Paper Structure (16 sections, 5 figures)

This paper contains 16 sections, 5 figures.

Figures (5)

  • Figure 1: An overview of the SpatialVisVR Pipeline: 1) A medical professional uses the mobile app to take a photo of a pathology image (this could be on a screen, in a textbook, etc.). 2) The Edge detection algorithm captures relevant patches from the slide and streams them to the similar patient search, 3) The similar patient search, which operates by compressing pathology image patches into latent spaces with a variational autoencoder (VAE) and then performing dynamic time warping on these latent spaces, retrieves more clinically useful multiplexed proteomics images that are similar to the query image.
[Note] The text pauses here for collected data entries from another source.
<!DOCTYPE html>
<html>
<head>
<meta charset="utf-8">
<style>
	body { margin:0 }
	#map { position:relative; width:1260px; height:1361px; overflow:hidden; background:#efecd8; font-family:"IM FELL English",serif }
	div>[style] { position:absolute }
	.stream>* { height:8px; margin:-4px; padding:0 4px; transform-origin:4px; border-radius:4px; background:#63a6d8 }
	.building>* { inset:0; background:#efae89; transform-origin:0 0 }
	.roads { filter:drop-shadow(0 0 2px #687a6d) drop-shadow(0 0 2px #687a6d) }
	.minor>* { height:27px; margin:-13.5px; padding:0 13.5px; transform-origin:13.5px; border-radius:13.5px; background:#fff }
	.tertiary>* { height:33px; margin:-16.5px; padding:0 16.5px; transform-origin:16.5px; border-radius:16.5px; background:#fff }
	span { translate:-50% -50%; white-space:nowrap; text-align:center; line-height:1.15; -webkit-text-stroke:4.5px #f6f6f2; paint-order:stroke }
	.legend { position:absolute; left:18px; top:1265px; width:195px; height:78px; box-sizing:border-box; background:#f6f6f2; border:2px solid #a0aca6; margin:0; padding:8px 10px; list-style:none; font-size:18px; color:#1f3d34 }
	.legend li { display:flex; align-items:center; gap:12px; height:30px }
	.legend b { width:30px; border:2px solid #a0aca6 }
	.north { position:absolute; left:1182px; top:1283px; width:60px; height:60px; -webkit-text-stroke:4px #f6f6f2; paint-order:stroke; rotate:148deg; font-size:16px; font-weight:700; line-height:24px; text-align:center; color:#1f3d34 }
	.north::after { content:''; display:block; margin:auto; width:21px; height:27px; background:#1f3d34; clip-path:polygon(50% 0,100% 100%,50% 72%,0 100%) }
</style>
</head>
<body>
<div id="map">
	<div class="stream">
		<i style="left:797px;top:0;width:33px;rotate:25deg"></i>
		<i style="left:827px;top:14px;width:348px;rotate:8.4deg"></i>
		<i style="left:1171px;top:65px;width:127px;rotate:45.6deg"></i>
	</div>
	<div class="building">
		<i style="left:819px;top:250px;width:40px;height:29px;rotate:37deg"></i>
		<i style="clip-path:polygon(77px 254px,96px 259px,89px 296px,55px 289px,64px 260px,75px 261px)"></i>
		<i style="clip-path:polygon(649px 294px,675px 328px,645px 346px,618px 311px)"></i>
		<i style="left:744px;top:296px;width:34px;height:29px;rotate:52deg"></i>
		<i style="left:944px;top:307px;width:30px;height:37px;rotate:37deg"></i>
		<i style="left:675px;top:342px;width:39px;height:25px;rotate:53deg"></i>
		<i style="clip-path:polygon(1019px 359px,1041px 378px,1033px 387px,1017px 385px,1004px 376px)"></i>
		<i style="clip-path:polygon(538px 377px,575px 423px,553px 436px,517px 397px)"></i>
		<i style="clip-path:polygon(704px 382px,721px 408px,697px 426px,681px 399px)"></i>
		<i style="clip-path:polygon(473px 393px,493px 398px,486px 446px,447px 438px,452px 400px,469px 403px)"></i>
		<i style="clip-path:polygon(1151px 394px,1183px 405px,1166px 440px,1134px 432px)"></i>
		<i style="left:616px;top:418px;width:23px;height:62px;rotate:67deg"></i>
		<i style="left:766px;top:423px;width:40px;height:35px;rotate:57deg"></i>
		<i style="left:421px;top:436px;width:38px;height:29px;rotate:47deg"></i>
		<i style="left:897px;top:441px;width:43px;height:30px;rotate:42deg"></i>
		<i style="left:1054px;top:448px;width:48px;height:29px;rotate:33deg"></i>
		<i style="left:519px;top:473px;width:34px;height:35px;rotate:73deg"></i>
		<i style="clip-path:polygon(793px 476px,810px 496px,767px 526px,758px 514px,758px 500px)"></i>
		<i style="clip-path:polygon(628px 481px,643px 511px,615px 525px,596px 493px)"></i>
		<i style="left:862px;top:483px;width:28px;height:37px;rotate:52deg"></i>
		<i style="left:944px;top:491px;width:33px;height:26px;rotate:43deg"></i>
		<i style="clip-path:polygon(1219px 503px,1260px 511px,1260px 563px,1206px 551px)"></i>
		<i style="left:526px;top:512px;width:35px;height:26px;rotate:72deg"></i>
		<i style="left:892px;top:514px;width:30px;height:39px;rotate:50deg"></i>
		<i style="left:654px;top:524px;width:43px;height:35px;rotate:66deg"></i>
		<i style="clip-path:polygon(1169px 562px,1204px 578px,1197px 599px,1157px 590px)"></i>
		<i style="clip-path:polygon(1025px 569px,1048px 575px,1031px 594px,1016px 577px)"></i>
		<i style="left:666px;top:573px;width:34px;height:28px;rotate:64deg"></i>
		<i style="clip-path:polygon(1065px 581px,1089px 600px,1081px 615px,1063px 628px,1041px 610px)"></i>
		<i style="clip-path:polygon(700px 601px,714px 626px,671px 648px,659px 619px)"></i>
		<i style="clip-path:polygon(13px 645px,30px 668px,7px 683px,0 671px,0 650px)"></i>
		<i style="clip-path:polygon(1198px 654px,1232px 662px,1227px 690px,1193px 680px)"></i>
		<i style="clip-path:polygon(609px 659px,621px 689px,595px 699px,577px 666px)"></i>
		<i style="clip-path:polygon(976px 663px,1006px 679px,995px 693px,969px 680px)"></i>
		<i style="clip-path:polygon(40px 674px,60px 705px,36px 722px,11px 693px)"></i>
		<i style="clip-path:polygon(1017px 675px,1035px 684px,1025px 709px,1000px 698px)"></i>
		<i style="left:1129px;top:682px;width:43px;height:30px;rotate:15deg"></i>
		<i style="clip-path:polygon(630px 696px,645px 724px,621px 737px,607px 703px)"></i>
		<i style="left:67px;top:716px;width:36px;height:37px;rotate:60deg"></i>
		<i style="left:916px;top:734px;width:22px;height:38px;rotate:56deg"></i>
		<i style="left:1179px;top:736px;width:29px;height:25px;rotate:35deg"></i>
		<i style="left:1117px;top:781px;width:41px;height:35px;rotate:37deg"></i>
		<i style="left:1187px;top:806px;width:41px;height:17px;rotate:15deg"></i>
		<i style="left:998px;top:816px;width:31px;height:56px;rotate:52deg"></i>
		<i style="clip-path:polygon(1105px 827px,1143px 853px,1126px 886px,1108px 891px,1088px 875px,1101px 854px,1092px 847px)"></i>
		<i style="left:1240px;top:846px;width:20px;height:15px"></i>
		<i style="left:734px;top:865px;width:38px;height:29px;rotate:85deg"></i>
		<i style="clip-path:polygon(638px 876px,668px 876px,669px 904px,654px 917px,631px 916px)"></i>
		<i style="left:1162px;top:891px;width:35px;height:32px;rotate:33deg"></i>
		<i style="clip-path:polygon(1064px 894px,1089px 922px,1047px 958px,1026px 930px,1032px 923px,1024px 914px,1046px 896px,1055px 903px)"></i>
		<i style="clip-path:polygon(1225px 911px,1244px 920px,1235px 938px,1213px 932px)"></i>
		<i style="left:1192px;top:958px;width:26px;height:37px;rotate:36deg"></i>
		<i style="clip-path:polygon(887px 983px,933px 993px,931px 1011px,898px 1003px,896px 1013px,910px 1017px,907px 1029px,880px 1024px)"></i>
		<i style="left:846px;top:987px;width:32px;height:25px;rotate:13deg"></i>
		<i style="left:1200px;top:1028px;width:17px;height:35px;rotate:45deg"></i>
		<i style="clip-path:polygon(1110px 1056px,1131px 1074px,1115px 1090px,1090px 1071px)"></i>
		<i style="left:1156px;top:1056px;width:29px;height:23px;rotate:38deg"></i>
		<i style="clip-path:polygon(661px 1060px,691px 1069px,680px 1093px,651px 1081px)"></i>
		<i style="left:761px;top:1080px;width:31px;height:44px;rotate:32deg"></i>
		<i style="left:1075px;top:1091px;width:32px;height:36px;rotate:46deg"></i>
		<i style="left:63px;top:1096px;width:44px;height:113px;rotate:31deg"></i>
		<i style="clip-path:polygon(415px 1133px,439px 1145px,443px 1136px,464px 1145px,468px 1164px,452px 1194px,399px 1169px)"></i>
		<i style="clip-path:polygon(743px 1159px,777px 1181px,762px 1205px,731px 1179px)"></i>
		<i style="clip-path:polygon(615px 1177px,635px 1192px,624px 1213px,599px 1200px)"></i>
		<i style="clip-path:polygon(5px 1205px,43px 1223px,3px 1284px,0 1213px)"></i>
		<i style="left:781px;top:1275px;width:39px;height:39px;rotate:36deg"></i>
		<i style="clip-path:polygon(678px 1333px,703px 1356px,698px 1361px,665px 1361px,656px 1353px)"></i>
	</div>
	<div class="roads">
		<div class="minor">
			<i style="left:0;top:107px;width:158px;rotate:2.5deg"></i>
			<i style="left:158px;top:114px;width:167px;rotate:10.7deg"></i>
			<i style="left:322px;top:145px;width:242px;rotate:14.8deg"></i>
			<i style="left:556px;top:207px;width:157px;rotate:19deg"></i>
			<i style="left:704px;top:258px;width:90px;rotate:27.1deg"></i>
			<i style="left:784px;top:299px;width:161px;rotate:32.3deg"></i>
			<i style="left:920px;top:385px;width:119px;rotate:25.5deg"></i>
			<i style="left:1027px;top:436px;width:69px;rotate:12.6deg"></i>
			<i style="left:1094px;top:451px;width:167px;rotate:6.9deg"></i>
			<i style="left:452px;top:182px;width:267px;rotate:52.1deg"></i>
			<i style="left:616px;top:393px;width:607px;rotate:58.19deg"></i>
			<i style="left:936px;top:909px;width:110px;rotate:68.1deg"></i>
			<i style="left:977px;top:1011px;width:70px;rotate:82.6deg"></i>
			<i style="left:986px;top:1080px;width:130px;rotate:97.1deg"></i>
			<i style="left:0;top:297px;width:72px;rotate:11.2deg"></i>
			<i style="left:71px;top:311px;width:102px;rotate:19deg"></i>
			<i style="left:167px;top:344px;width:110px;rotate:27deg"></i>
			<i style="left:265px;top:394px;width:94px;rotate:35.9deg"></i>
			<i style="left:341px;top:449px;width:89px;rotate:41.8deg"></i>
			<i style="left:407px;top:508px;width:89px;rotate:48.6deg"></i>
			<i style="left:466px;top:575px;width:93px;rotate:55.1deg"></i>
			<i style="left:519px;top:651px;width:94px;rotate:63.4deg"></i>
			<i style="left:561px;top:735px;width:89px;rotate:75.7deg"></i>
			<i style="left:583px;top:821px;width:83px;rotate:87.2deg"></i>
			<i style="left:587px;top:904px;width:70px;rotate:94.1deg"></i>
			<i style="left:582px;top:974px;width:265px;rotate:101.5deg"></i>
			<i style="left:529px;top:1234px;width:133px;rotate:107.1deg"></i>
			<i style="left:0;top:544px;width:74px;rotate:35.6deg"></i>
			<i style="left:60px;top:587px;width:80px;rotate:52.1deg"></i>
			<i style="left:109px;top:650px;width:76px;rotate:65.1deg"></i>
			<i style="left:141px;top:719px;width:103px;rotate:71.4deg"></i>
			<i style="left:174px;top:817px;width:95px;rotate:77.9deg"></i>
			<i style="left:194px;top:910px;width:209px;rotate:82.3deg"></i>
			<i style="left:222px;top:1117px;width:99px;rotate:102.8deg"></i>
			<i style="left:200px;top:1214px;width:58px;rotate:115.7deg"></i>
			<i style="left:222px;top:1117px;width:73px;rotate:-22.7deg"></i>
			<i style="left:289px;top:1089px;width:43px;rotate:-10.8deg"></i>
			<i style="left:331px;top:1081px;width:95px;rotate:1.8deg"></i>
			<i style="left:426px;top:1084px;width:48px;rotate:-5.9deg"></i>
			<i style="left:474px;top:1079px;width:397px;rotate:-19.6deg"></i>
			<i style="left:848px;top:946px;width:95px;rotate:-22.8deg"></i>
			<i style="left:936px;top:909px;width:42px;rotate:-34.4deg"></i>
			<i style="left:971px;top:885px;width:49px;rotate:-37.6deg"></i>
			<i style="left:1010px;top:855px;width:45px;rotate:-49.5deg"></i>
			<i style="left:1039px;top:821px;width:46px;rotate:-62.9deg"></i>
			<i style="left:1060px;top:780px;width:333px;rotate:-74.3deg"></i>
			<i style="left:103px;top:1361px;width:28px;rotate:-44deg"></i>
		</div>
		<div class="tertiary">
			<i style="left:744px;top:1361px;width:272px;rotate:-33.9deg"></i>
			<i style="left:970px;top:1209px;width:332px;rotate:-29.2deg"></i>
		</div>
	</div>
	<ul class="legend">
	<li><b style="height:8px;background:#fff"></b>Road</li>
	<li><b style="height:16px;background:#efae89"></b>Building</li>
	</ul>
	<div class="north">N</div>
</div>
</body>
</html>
Both the machine learning steps will be modular and inference will be able to occur on an ARM Cortex or NVIDIA Jetson nano platform within hospitals, 4) The Unity App in VR streams the original slide the pathologist captured and an interactive viewer where they can select similar multiplexed slides, a comparison viewer to compare between patients, and an interactive viewer to add and subtract multiplexed protein markers to the image.
  • Figure 2: SpatialVisVR Interface: (Left) H&E slide visualization; (Center) Multi-channel CODEX ome.tiff viewer with navigation tools; (Right) Top five analogous CODEX images to H&E slide. Aiding pathologists in diagnostic workflows.
  • Figure 3: ResNet-50-based detection with a segmentation head for H&E segmentation from the captured image
  • Figure 4: Overview of the search engine: 1) Multimodal VAE Architecture compresses H&E and mIF images. 2) Dynamic Time Warping to integrate latent space of mIF and H&E patches. 3) Using cosine similiarity and centroid based indexing to compare latent spaces accross image modalities 4) Ranked Choice voting to aggregate patch level similiarty to slide level similarity
  • Figure 5: Hardware Overview: Smartphones for H&E capture, Jetson Nano and MacBook for detection, DGX Server, Precision tower for MPIR training, and Meta Quest Pro for visualization.